Given entries section start

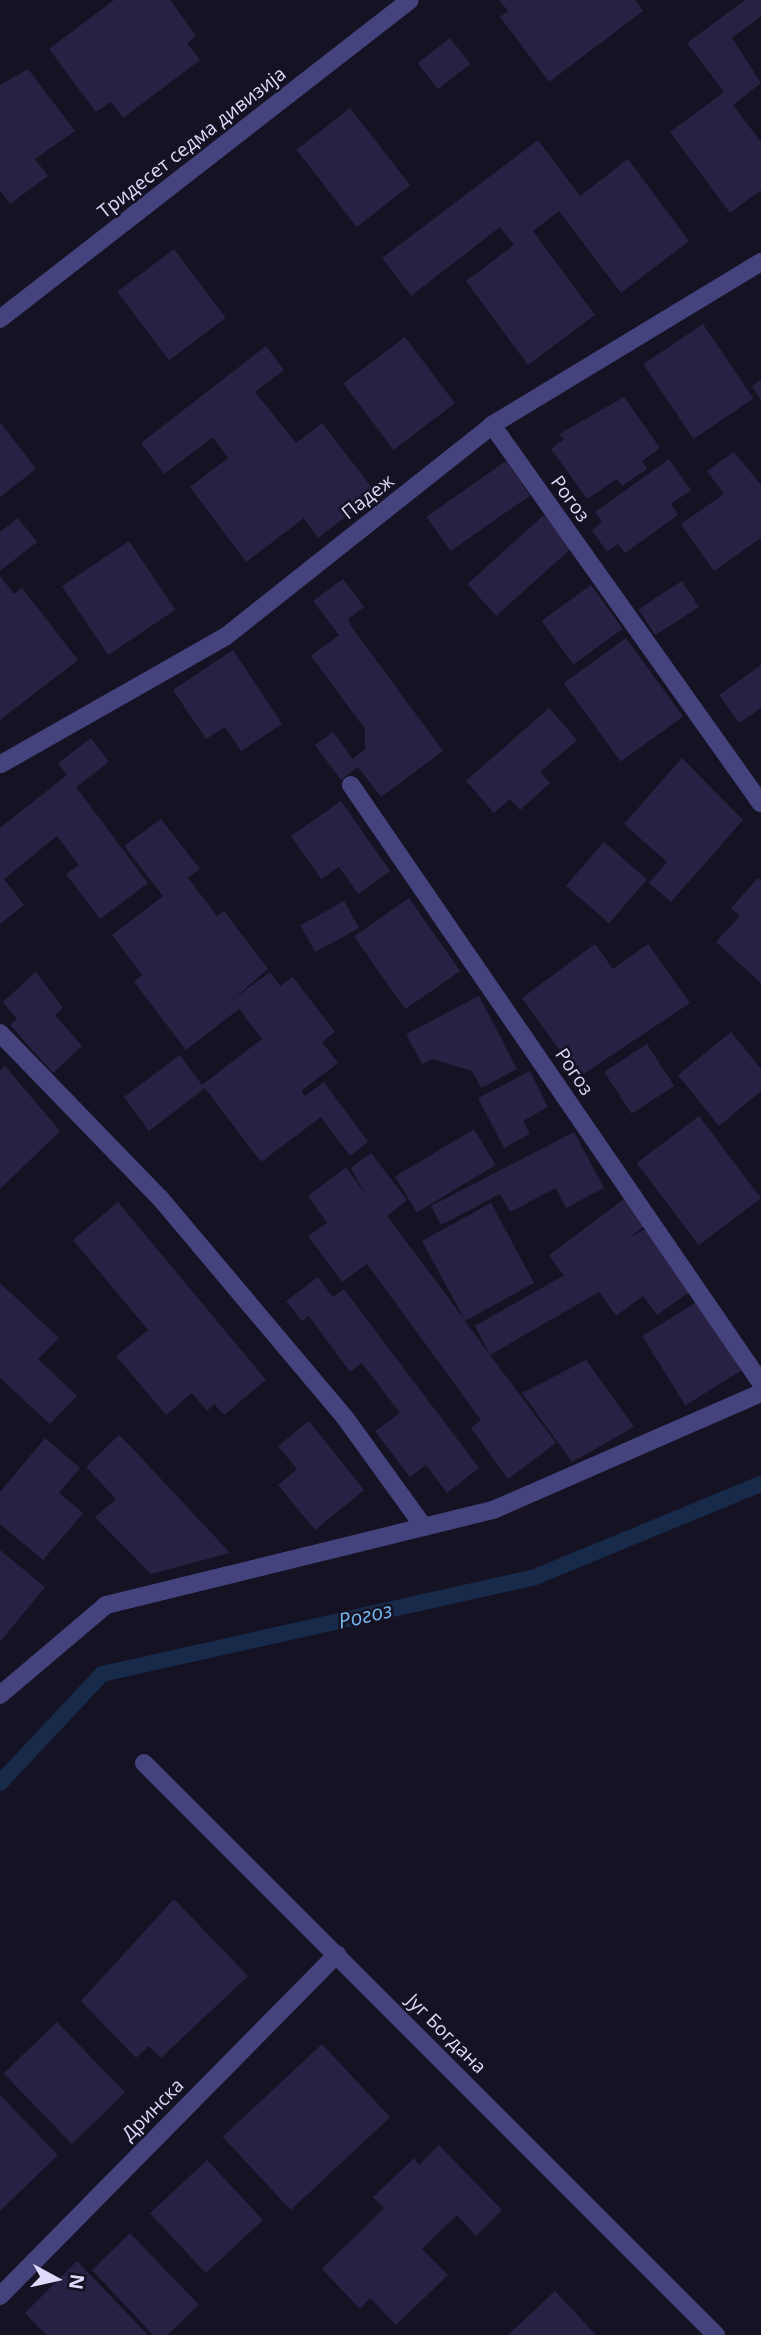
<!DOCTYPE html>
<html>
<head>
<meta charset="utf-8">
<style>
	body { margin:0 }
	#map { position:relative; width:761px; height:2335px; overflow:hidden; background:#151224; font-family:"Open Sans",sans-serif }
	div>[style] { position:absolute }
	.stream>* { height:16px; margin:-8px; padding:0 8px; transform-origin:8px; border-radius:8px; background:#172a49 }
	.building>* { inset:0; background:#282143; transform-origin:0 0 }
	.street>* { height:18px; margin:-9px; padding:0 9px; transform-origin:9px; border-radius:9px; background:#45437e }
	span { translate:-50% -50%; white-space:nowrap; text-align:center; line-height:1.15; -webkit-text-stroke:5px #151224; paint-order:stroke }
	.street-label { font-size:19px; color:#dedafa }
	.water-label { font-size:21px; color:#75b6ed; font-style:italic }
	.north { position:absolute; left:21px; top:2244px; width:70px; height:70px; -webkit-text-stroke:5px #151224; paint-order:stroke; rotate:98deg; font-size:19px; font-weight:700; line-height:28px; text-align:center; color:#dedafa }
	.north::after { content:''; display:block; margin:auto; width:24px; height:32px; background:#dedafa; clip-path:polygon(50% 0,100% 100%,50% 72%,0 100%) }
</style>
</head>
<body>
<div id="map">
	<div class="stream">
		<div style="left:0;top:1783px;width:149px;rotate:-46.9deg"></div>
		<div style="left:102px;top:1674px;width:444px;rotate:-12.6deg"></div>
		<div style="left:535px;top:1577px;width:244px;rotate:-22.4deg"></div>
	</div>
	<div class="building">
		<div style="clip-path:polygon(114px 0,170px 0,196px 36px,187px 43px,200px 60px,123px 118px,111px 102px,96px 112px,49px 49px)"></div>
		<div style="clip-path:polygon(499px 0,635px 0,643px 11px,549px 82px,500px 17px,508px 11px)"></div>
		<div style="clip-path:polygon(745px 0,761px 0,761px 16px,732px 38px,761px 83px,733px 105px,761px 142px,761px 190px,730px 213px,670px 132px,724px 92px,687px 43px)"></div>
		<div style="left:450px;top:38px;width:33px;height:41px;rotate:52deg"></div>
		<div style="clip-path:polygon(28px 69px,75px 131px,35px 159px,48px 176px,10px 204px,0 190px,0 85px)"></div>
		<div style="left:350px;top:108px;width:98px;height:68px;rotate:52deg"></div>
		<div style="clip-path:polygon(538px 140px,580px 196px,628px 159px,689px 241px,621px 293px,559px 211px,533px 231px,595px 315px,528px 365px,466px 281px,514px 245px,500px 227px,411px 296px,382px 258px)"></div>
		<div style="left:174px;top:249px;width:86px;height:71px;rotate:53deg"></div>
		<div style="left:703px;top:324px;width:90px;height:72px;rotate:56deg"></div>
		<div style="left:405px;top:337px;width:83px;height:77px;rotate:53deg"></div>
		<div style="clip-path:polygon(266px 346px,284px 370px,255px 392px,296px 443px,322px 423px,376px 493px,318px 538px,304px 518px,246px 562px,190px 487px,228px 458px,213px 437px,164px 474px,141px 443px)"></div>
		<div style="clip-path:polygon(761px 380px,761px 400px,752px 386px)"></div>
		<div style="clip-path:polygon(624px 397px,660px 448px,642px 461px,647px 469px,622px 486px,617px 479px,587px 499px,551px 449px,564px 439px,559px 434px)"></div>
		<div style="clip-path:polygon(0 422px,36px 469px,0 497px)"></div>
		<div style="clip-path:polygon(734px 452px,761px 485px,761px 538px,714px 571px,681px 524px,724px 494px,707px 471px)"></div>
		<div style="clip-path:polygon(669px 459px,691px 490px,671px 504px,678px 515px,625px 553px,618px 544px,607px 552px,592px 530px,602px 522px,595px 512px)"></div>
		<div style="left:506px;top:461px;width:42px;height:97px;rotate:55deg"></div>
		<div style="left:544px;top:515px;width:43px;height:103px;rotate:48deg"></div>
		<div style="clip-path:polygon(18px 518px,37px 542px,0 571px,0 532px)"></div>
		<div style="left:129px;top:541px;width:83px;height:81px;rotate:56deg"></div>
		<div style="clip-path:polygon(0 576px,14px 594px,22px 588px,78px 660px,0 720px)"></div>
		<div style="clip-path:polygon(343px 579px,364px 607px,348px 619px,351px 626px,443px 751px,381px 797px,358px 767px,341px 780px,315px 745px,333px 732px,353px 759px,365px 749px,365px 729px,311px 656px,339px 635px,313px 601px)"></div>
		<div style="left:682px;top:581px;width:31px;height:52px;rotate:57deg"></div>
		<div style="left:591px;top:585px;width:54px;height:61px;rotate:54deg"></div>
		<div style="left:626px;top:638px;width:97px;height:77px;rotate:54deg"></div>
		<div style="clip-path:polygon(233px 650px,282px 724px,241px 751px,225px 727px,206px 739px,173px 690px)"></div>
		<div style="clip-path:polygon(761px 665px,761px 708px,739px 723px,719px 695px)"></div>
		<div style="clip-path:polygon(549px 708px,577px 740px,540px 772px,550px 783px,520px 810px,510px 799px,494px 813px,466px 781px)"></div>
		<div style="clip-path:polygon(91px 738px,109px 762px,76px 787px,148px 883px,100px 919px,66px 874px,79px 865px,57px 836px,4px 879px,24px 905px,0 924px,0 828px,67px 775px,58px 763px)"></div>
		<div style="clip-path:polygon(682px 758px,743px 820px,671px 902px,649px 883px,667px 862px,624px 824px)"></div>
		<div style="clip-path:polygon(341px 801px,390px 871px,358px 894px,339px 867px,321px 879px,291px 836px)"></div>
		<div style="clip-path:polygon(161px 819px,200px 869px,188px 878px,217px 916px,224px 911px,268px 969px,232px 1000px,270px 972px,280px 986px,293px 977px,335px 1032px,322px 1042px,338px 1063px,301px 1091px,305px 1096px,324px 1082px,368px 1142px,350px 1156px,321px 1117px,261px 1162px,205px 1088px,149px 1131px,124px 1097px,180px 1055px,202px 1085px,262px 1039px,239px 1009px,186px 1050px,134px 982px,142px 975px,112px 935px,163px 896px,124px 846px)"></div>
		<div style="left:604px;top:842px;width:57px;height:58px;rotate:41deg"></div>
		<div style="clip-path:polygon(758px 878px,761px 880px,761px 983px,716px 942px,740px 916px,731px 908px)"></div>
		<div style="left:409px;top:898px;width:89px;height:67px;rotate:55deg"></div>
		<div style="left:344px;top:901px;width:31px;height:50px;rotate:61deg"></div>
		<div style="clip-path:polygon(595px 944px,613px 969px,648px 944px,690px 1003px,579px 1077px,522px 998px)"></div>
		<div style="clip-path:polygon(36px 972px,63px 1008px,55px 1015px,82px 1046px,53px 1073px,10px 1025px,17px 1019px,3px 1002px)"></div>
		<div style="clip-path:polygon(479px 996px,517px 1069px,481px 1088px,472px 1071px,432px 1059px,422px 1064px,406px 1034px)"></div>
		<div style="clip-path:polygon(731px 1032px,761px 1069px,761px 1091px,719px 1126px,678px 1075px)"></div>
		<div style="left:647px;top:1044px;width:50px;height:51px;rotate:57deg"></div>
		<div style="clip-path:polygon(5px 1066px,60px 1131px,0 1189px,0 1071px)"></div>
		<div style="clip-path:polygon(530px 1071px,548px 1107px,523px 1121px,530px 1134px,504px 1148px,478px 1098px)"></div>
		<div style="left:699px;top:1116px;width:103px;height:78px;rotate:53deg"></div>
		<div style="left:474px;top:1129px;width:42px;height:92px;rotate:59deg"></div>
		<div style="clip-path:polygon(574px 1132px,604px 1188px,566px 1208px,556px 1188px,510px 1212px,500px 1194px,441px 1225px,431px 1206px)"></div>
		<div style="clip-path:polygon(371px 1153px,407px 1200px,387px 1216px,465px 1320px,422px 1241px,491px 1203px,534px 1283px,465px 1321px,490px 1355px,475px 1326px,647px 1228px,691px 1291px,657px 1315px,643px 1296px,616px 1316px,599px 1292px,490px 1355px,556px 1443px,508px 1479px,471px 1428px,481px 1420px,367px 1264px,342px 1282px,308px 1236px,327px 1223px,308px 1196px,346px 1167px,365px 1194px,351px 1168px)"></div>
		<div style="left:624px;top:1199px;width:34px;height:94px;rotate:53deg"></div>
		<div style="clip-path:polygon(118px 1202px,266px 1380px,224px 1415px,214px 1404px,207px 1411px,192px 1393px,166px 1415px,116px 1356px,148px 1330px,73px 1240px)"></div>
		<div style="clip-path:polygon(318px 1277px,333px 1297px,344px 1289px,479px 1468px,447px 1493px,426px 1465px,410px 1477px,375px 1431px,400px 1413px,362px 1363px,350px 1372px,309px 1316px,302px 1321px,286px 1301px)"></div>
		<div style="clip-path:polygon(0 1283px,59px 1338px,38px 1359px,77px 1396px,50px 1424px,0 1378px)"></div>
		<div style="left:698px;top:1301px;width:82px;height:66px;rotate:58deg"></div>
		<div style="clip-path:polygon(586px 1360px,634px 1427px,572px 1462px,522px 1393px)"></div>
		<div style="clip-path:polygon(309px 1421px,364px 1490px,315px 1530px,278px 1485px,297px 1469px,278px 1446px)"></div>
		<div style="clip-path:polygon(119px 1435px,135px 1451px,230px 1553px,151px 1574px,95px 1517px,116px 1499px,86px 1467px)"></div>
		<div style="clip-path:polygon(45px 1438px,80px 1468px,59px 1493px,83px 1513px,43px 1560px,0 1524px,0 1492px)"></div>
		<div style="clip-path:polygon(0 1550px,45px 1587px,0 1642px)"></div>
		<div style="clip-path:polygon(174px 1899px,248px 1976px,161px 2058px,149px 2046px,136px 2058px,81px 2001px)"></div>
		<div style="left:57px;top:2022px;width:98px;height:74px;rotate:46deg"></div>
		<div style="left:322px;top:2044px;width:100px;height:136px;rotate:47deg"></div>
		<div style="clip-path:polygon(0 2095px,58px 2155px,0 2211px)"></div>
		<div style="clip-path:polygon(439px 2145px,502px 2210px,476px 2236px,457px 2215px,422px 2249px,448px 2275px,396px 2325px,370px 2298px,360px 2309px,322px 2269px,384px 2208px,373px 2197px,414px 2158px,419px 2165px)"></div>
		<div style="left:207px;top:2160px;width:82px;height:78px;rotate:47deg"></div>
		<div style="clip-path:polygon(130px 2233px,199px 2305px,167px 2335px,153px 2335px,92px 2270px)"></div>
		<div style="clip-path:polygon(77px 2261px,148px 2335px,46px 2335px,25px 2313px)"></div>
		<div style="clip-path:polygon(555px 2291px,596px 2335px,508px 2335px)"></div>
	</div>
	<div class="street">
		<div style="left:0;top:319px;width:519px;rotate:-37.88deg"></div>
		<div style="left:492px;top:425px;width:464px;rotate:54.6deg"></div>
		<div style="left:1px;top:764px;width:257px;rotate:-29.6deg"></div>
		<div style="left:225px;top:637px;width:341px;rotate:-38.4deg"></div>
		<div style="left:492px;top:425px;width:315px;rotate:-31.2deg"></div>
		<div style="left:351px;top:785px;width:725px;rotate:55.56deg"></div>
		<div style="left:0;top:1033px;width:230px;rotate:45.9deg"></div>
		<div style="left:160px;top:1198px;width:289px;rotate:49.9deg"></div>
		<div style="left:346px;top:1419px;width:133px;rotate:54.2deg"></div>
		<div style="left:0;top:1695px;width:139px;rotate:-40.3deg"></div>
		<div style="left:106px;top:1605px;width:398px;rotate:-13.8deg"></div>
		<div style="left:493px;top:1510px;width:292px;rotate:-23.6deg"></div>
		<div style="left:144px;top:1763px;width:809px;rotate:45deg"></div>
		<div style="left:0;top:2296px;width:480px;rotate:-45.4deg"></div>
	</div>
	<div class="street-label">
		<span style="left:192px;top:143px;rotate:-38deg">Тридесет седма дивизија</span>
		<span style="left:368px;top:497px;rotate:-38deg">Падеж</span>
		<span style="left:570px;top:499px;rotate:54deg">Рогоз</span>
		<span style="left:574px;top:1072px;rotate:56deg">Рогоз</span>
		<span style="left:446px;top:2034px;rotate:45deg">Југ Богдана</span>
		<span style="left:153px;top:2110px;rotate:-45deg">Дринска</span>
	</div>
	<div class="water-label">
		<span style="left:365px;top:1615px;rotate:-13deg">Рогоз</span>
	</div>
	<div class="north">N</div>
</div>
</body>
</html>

Given entries section end

Every line above in which the word "size" is present must be copied into the answer.

	.street-label { font-size:19px; color:#dedafa }
	.water-label { font-size:21px; color:#75b6ed; font-style:italic }
	.north { position:absolute; left:21px; top:2244px; width:70px; height:70px; -webkit-text-stroke:5px #151224; paint-order:stroke; rotate:98deg; font-size:19px; font-weight:700; line-height:28px; text-align:center; color:#dedafa }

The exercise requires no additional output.